# taz.de -- Filmstart „Gold“: Weiter, weiter, das ist das Ziel
       
       > Ein beschwerlicher Treck: In „Gold“ reduziert der Berliner Regisseur
       > Thomas Arslan das Western-Genre auf sein Skelett.
       
 (IMG) Bild: Hat lange vor Einsetzen der Filmhandlung beschlossen, sich nicht unterkriegen zu lassen: Emily Meyer (Nina Hoss).
       
       Ein Zug trifft ein. In Ashcroft, einem Provinznest mit dem nördlichsten
       Bahnhof Kanadas. Es ist der Sommer 1898, die Zeit des
       Klondike-Goldrausches. Heraus steigt eine dunkel zugeknöpfte Frau. Ihren
       Hut trägt sie wie einen Stahlhelm, ihre Schritte sind die einer
       Gewappneten, ihre Augen weit und wachsam über einem Mund, den eine
       glücklose Vergangenheit beschwert.
       
       Nina Hoss ist schon mehrfach so statuarisch aus dem Zug gestiegen.
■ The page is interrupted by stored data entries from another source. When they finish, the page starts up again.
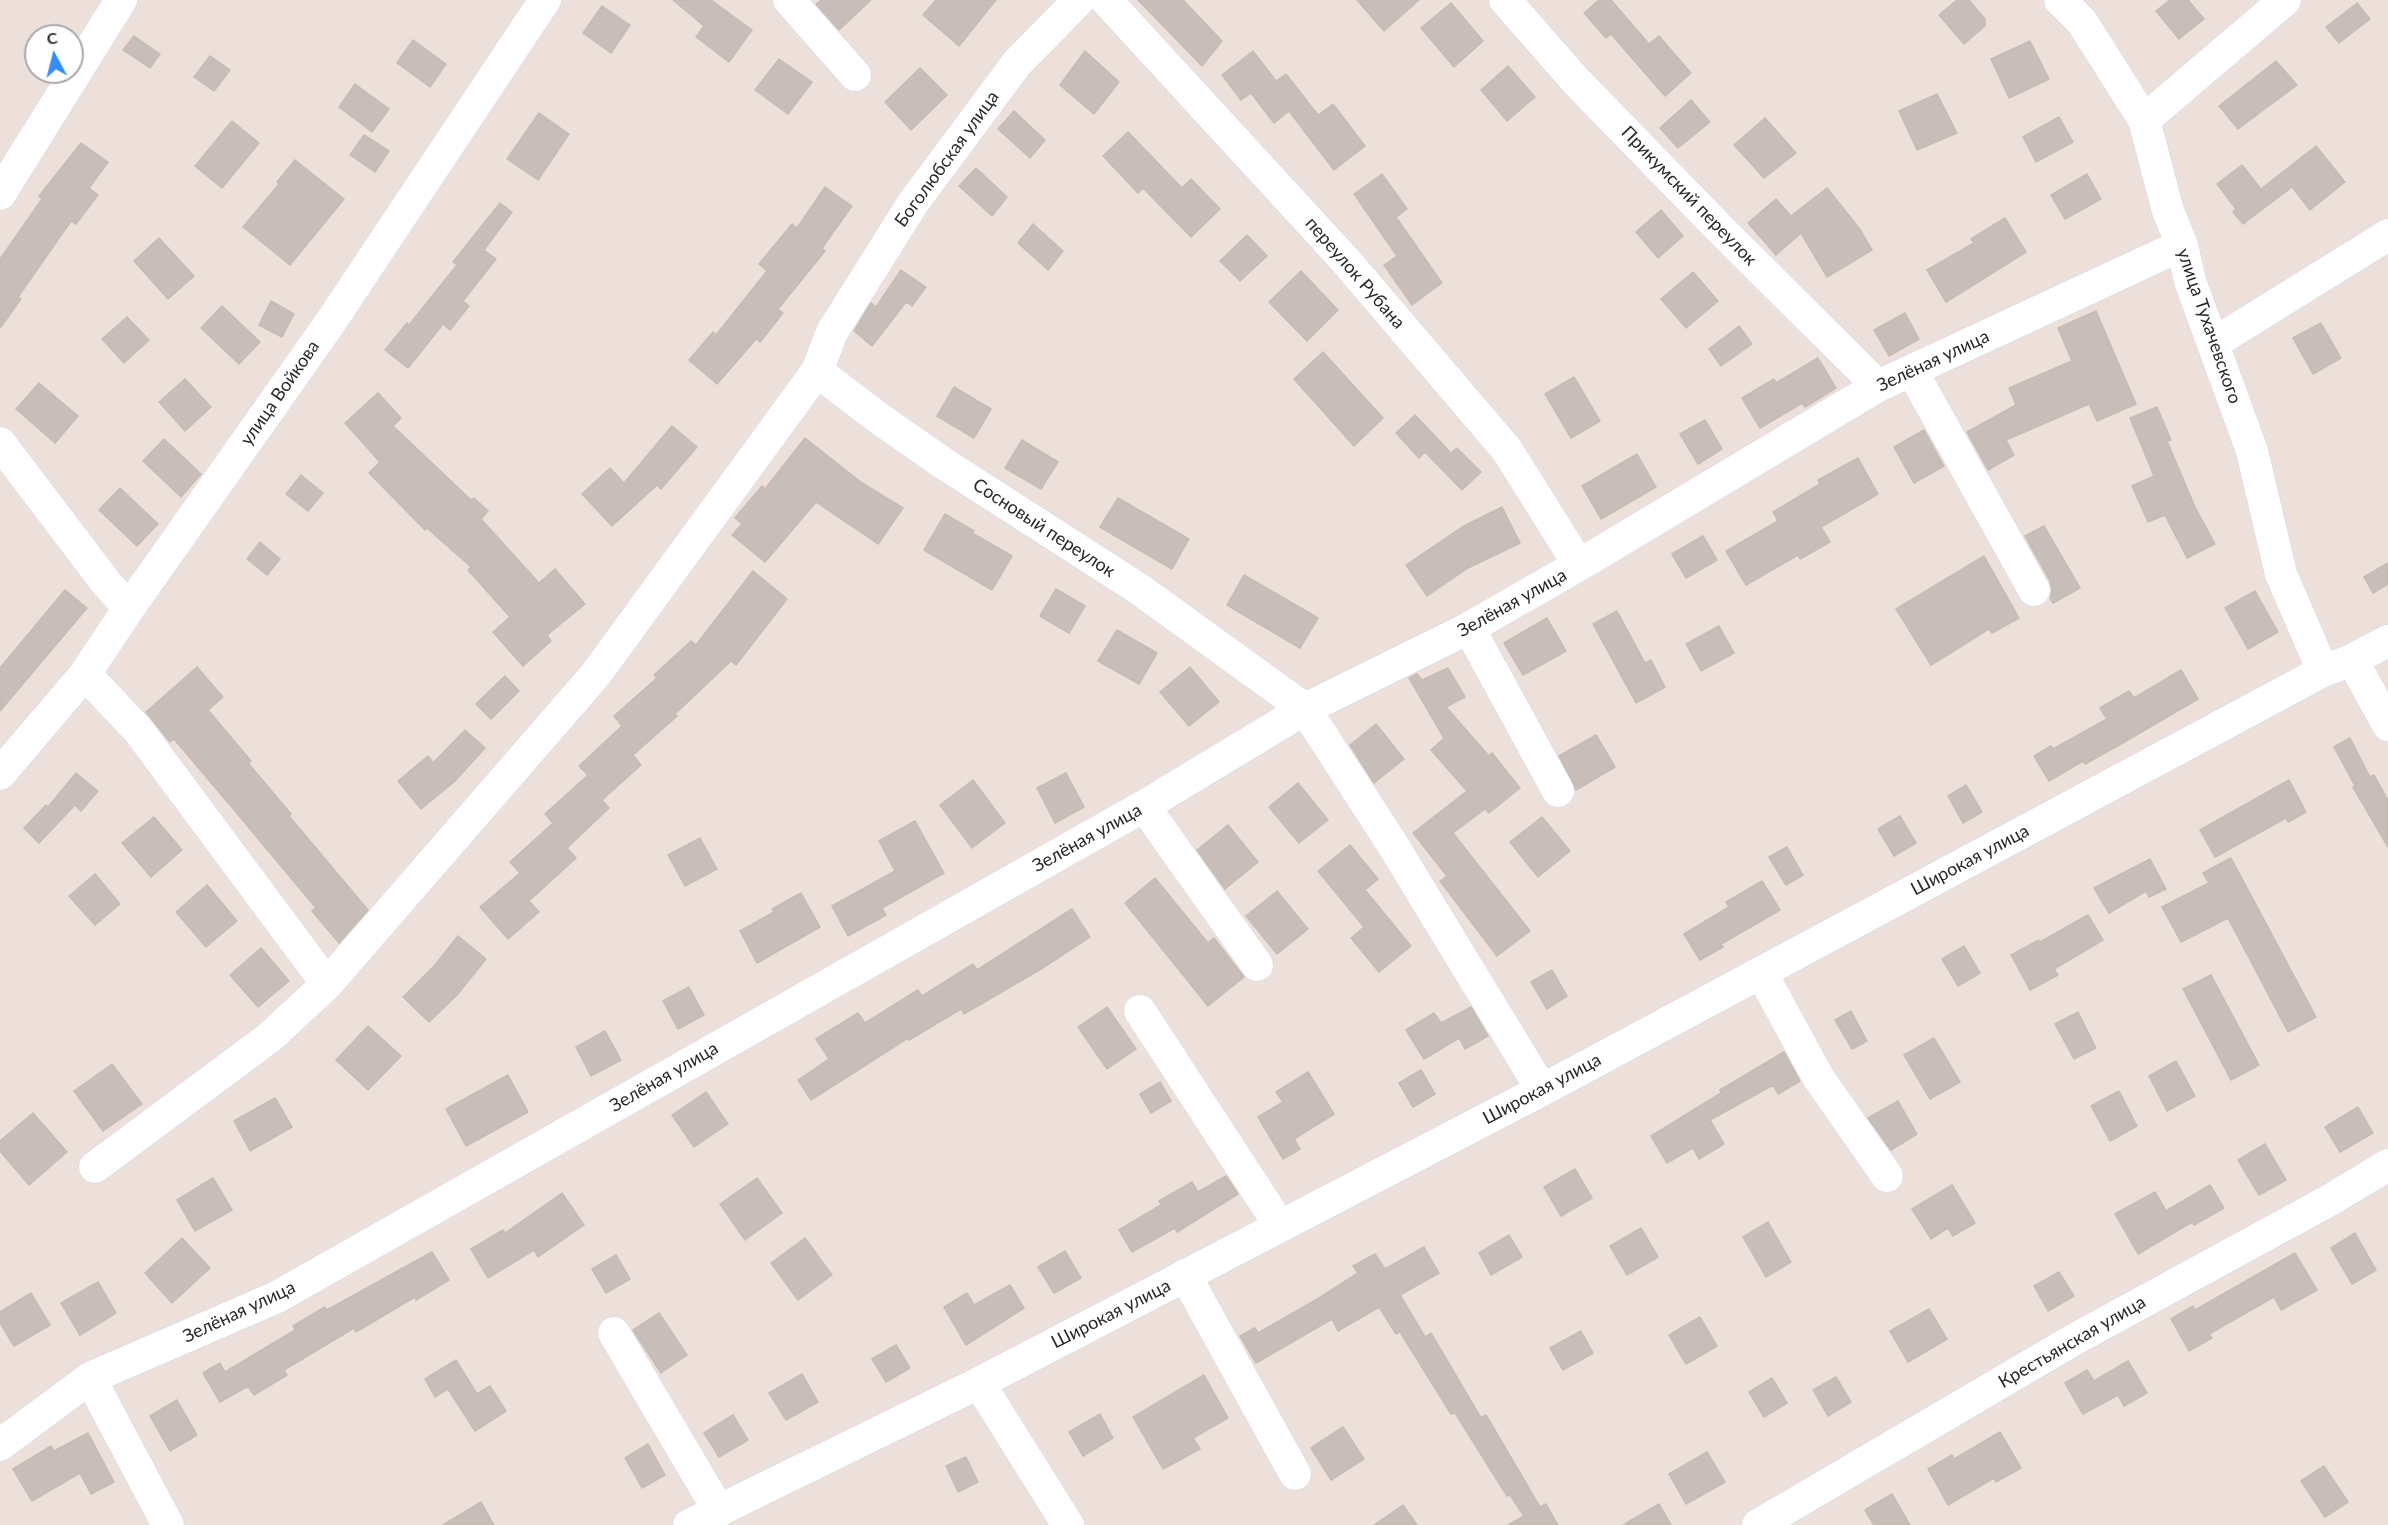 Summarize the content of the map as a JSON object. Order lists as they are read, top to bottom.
{
  "streets": {
    "street": [
      "Боголюбская улица",
      "Прикумский переулок",
      "переулок Рубана",
      "улица Тухачевского",
      "Зелёная улица",
      "улица Войкова",
      "Сосновый переулок",
      "Широкая улица",
      "Крестьянская улица"
    ]
  },
  "crossings": [
    ["Боголюбская улица", "Сосновый переулок"],
    ["Прикумский переулок", "Зелёная улица"],
    ["переулок Рубана", "Зелёная улица"],
    ["улица Тухачевского", "Зелёная улица"],
    ["улица Тухачевского", "Широкая улица"],
    ["Зелёная улица", "Сосновый переулок"]
  ],
  "north": "top"
}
       Vielleicht am einprägsamsten in Christian Petzolds „Yella“ (2007), in dem
       sie eine surreale Welt aus verführerischer Geschäftigkeit und leerem Spuk
       betritt. Doch einzelner als diese Emily Meyer kann die Einzelne kaum sein.
       
       Auf sich gestellt in der Fremde, in einem Männertreck, der wechselweise von
       erbärmlichen Betrügern oder eitlen Rechthabern angeführt wird. Als deutsche
       Protagonistin in einem Western, der nicht etwa in den Kulissen Bad
       Segebergs spielt, sondern in den Wäldern und Bergen Kanadas mit ihrer
       monströsen Stille und kaum noch irdischen Unendlichkeit.
       
       Emily Meyer, eine weibliche Loner- und Pioniersfigur mit
       Migrationshintergrund. Eine „Dutchman“, wie man die deutschen Auswanderer
       auf dem nordamerikanischen Kontinent so ignorant wie unbeholfen nannte. All
       das macht aus ihr eine gleich multiple Symbolfigur. Berliner Schule goes
       west. Was für ein waghalsiges Unterfangen!
       
       ## 1.500 Meilen auf dem Pferd
       
       Diese Emily Meyer hat lange vor Einsetzen der Filmhandlung beschlossen,
       sich nicht unterkriegen zu lassen. Nicht von den Kerlen, mit denen sie zum
       im unzugänglichen Norden vermuteten Gold aufbricht. Nicht von den
       Anstrengungen und schon gar nicht von den eigenen Zweifeln. 1.500 Meilen
       mit Pferd und Planwagen durch die Wildnis, bis zu den Goldfeldern. Was sie
       hinter sich hat – als Hausangestellte, als Ehefrau –, muss schlimmer
       gewesen sein. Sie zieht weiter. Allen Warnungen der Trapper, der Indianer,
       denen der Trupp begegnet, der Kleinstädter, in deren Pensionen sie Rast
       machen, zum Trotz.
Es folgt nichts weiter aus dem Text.